→ **Material to process**:
--------------------
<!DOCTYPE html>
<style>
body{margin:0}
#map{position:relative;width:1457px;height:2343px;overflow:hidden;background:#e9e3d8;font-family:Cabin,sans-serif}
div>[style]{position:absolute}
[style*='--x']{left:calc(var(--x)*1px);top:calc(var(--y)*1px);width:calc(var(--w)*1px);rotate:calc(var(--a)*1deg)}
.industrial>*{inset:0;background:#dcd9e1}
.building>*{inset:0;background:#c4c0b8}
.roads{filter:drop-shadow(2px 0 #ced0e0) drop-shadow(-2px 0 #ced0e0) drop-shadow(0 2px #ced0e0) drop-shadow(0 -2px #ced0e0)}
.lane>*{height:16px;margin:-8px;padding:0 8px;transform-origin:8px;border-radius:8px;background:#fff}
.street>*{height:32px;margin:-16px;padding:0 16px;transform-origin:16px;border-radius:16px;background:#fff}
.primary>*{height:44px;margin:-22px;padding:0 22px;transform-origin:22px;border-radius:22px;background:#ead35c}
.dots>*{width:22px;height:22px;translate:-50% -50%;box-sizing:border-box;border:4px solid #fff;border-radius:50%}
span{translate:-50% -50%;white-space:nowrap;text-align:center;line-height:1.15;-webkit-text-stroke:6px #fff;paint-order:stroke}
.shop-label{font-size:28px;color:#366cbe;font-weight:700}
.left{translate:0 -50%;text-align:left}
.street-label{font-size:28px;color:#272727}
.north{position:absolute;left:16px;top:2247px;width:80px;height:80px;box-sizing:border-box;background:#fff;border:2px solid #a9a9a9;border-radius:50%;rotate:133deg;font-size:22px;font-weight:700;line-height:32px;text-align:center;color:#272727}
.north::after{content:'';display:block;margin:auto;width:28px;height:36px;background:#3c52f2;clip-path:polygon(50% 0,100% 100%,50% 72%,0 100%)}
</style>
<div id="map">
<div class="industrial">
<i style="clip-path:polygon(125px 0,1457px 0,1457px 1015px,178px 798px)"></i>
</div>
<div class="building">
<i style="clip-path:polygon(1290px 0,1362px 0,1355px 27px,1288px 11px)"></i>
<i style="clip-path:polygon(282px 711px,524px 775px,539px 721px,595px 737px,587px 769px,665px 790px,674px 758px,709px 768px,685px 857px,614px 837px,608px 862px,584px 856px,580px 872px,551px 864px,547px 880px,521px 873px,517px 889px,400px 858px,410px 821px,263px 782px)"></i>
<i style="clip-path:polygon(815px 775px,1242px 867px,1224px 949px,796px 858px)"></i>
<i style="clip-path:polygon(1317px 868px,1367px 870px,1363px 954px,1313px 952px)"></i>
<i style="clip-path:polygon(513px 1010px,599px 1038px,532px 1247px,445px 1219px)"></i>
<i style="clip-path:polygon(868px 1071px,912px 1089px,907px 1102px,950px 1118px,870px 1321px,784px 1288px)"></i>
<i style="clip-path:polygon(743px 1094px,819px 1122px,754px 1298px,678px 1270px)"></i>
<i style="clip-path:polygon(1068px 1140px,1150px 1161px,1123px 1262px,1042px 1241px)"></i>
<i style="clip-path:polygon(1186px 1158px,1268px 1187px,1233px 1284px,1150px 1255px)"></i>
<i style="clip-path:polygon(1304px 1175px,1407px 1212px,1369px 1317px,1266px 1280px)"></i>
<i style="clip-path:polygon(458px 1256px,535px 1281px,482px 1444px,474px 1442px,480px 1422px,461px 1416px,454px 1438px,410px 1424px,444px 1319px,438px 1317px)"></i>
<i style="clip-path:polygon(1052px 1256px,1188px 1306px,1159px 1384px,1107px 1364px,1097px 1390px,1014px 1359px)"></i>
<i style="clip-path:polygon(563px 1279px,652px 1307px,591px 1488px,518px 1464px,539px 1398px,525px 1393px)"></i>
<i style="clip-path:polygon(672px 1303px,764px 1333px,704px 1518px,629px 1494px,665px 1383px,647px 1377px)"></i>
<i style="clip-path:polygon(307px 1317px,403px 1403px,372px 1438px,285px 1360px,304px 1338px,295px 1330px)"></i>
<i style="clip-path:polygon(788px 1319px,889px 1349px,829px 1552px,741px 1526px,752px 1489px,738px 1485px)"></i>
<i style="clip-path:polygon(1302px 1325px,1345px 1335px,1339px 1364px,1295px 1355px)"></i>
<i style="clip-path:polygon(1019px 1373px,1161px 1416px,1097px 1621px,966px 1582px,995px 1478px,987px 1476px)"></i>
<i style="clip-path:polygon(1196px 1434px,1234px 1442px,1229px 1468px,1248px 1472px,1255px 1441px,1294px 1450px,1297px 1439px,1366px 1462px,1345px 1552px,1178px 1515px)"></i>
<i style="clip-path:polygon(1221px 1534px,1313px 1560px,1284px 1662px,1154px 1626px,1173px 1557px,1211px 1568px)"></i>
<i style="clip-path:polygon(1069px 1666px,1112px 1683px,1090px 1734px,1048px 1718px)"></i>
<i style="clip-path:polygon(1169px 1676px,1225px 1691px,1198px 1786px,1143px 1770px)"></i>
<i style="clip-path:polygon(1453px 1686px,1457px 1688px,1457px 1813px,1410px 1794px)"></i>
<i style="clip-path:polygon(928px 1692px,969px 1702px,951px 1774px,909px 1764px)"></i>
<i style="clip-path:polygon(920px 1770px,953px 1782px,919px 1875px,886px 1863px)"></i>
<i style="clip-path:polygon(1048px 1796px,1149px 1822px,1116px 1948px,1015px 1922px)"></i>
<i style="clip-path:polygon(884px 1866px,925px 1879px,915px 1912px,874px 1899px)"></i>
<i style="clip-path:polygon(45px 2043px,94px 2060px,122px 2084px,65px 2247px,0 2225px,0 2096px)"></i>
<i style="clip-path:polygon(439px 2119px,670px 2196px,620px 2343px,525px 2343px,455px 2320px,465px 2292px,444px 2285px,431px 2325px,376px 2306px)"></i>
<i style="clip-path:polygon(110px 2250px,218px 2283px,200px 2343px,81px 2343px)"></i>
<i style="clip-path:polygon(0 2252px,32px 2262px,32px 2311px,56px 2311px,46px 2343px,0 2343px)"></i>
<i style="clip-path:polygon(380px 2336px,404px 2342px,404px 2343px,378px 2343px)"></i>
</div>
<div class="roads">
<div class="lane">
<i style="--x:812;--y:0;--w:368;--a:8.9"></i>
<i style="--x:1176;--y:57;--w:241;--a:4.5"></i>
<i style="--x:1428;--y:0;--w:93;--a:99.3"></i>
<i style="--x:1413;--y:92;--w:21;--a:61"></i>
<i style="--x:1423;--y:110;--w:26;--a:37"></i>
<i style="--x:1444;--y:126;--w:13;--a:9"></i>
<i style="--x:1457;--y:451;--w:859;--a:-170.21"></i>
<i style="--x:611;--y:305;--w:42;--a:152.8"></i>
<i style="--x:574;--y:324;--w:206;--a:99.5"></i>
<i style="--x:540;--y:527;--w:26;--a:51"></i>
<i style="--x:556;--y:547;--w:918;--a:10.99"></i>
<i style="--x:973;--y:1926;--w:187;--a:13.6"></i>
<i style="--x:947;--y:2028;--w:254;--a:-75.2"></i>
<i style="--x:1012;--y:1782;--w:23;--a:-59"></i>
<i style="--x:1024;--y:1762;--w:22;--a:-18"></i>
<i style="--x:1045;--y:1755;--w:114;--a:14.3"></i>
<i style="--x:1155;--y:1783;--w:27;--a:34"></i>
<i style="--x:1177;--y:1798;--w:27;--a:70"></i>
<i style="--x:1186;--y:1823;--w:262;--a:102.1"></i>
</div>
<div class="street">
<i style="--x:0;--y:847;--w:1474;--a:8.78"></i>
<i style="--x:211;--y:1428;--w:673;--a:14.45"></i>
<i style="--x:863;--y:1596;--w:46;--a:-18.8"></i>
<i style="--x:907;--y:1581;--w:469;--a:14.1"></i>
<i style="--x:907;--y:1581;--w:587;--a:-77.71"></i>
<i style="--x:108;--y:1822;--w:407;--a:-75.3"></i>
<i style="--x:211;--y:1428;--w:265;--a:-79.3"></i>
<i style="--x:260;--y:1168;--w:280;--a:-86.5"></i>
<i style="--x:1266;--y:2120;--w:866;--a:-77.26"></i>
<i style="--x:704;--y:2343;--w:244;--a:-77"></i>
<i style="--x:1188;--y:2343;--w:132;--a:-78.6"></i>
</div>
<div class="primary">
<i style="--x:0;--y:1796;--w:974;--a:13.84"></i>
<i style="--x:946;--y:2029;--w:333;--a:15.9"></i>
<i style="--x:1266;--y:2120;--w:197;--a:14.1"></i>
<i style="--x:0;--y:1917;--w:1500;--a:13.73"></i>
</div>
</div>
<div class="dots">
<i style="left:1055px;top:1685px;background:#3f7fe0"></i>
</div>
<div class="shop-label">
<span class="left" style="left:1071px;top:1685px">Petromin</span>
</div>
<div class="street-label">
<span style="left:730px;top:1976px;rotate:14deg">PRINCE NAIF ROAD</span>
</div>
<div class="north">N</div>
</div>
--------------------
→ **What is required**:
Search the listing above for the string "lane" and return each line it appears on.

→ **Written answer**:
.lane>*{height:16px;margin:-8px;padding:0 8px;transform-origin:8px;border-radius:8px;background:#fff}
<div class="lane">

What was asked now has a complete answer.